__Problem to work on__:
Return every record verbatim, omitting all pictures.

__Collected data__:

┄┄┄┄┄┄┄┄┄┄┄┄┄┄┄┄┄┄┄┄

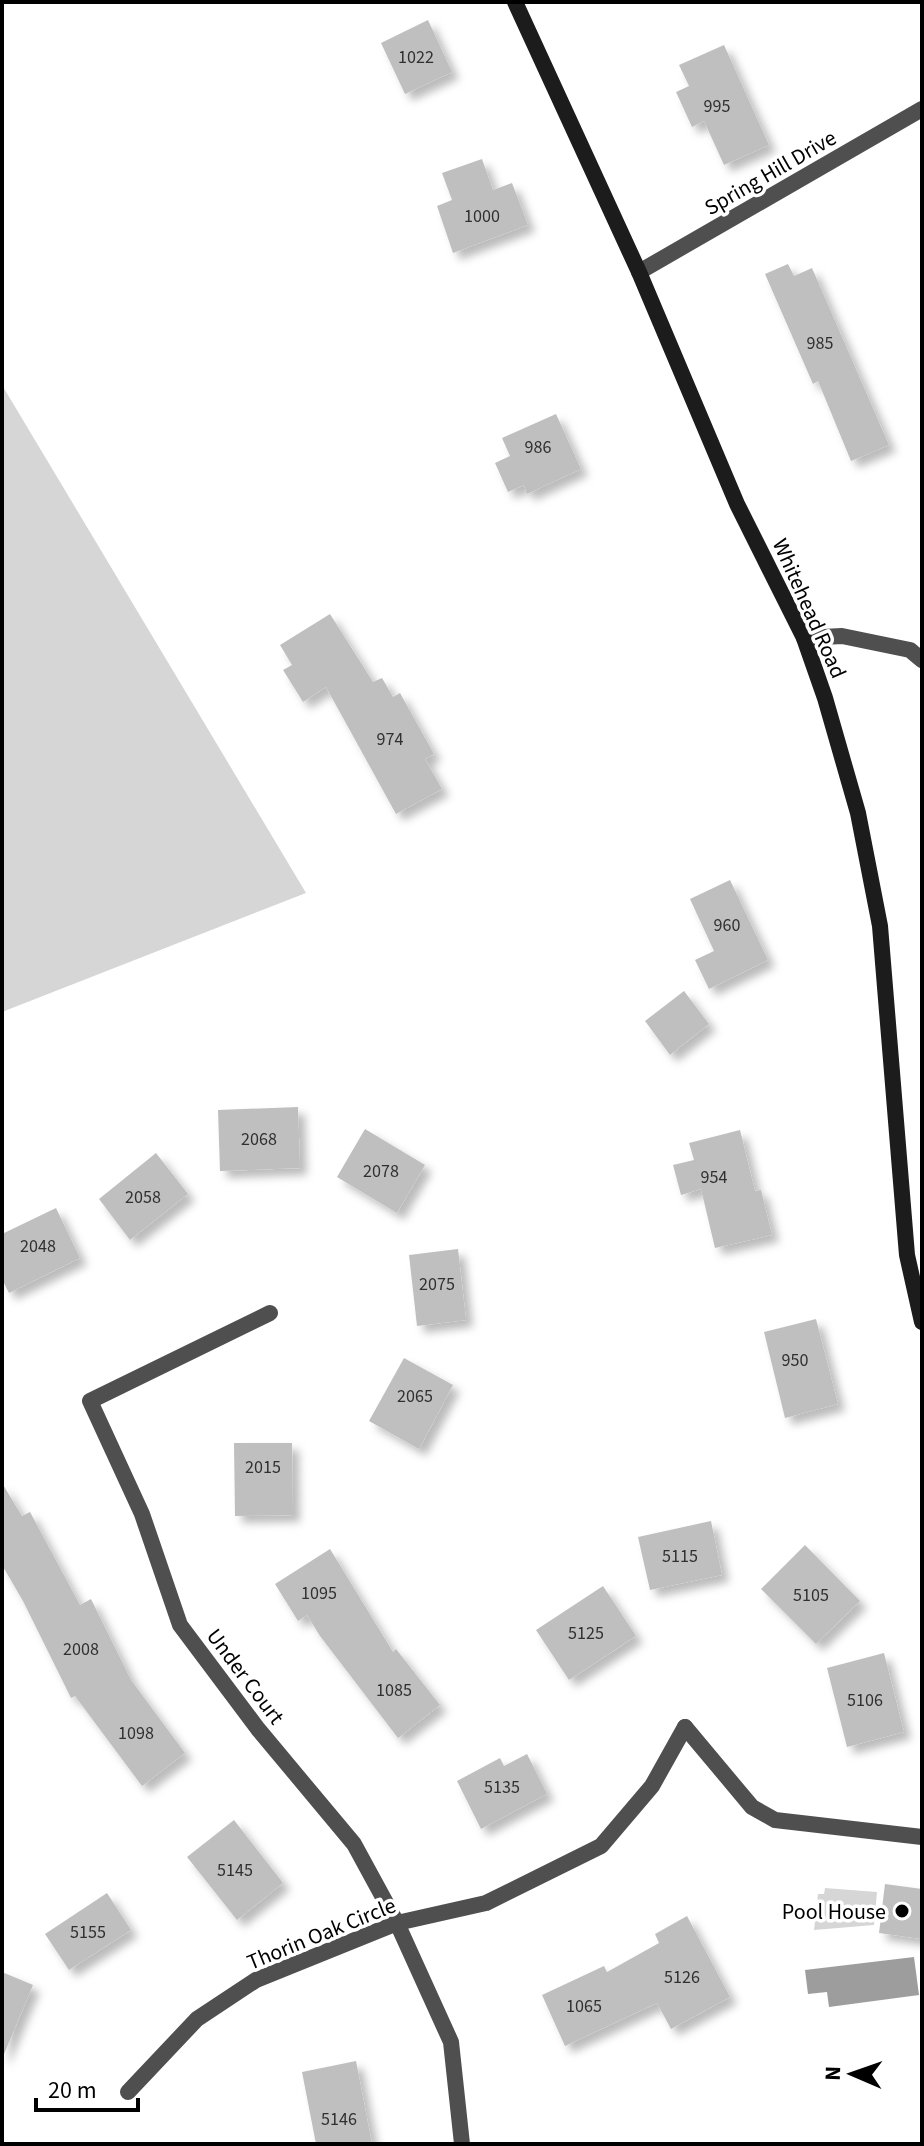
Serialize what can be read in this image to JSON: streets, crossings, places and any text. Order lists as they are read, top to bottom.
{
  "streets": {
    "street": [
      "Spring Hill Drive",
      "Whitehead Road",
      "Under Court",
      "Thorin Oak Circle"
    ]
  },
  "crossings": [
    ["Spring Hill Drive", "Whitehead Road"],
    ["Under Court", "Thorin Oak Circle"]
  ],
  "places": ["Pool House"],
  "house_numbers": [
    "1022",
    "995",
    "1000",
    "985",
    "986",
    "974",
    "960",
    "2068",
    "2078",
    "954",
    "2058",
    "2048",
    "2075",
    "950",
    "2065",
    "2015",
    "5115",
    "1095",
    "5105",
    "5125",
    "2008",
    "1085",
    "5106",
    "1098",
    "5135",
    "5145",
    "5155",
    "5126",
    "1065",
    "5146"
  ],
  "scale_bar": "20 m",
  "north": "left"
}
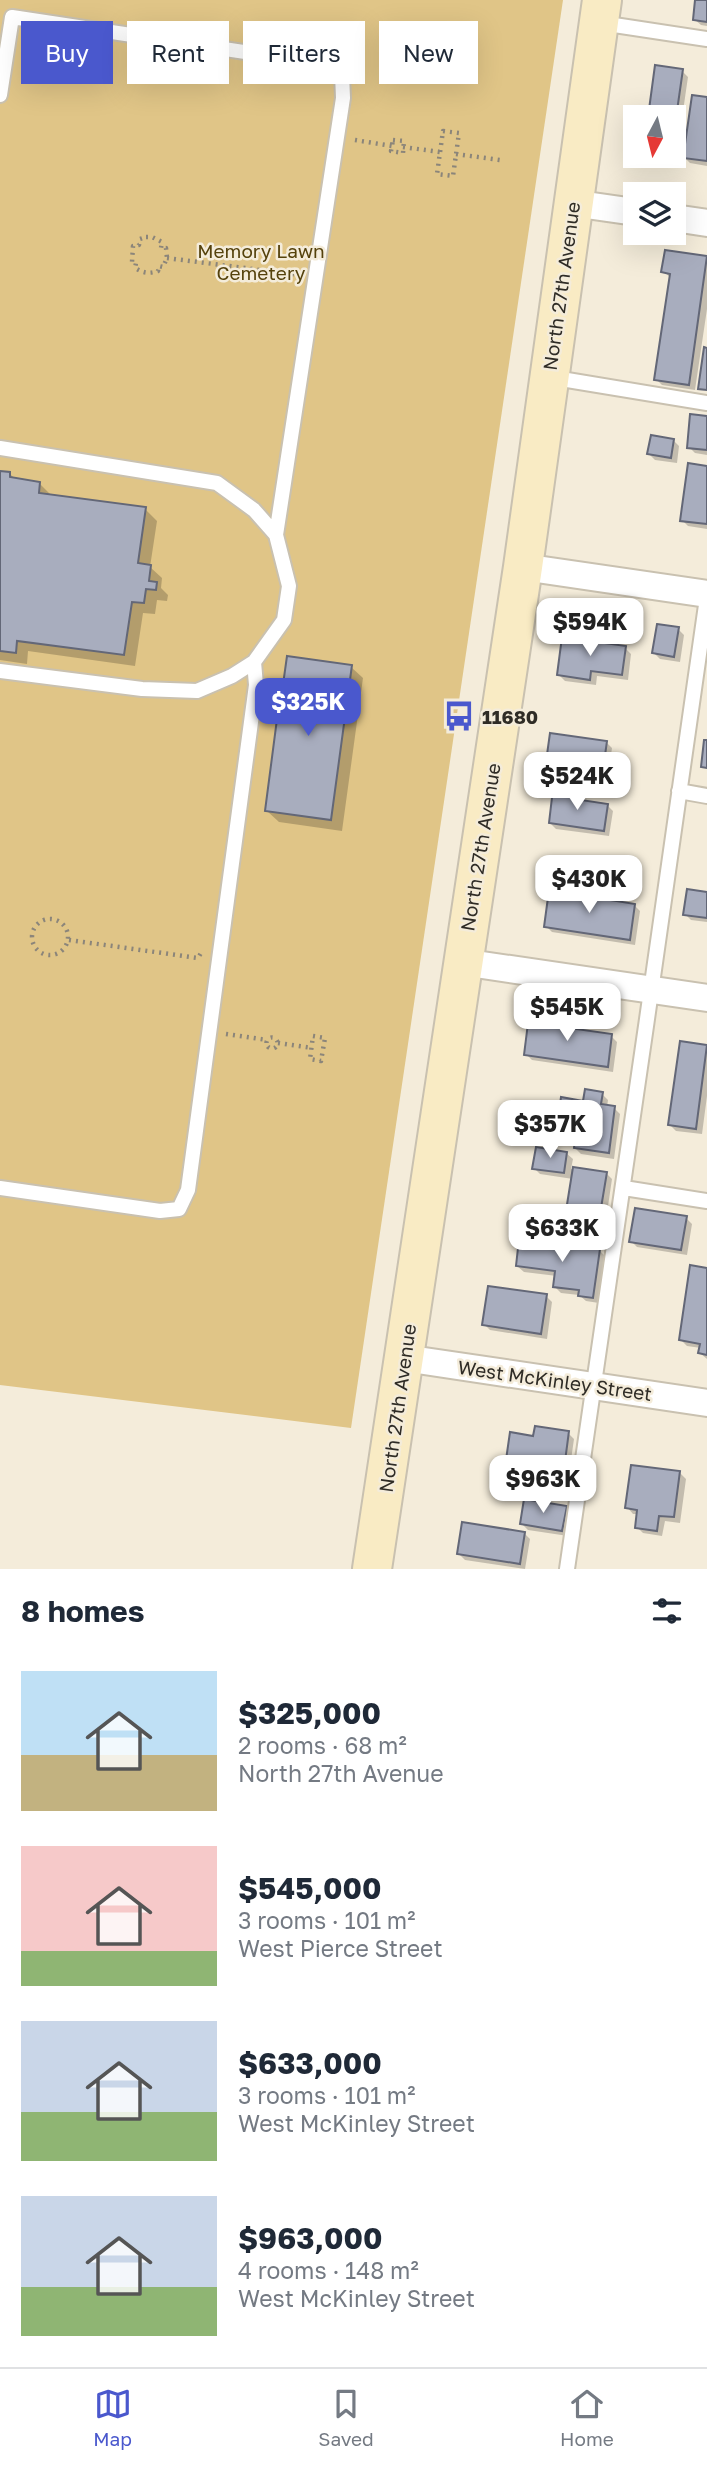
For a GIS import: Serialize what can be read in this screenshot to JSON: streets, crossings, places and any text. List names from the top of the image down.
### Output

┄┄┄┄┄┄┄┄┄┄┄┄┄┄┄┄┄┄┄┄

__Exercise output__:
Serialize what can be read in this image to JSON: streets, crossings, places and any text. Order lists as they are read, top to bottom.
{
  "streets": {
    "street": [
      "Spring Hill Drive",
      "Whitehead Road",
      "Under Court",
      "Thorin Oak Circle"
    ]
  },
  "crossings": [
    ["Spring Hill Drive", "Whitehead Road"],
    ["Under Court", "Thorin Oak Circle"]
  ],
  "places": ["Pool House"],
  "house_numbers": [
    "1022",
    "995",
    "1000",
    "985",
    "986",
    "974",
    "960",
    "2068",
    "2078",
    "954",
    "2058",
    "2048",
    "2075",
    "950",
    "2065",
    "2015",
    "5115",
    "1095",
    "5105",
    "5125",
    "2008",
    "1085",
    "5106",
    "1098",
    "5135",
    "5145",
    "5155",
    "5126",
    "1065",
    "5146"
  ],
  "scale_bar": "20 m",
  "north": "left"
}
For a GIS import: Serialize what can be read in this screenshot to JSON: streets, crossings, places and any text. List names from the top of the image down.
### Output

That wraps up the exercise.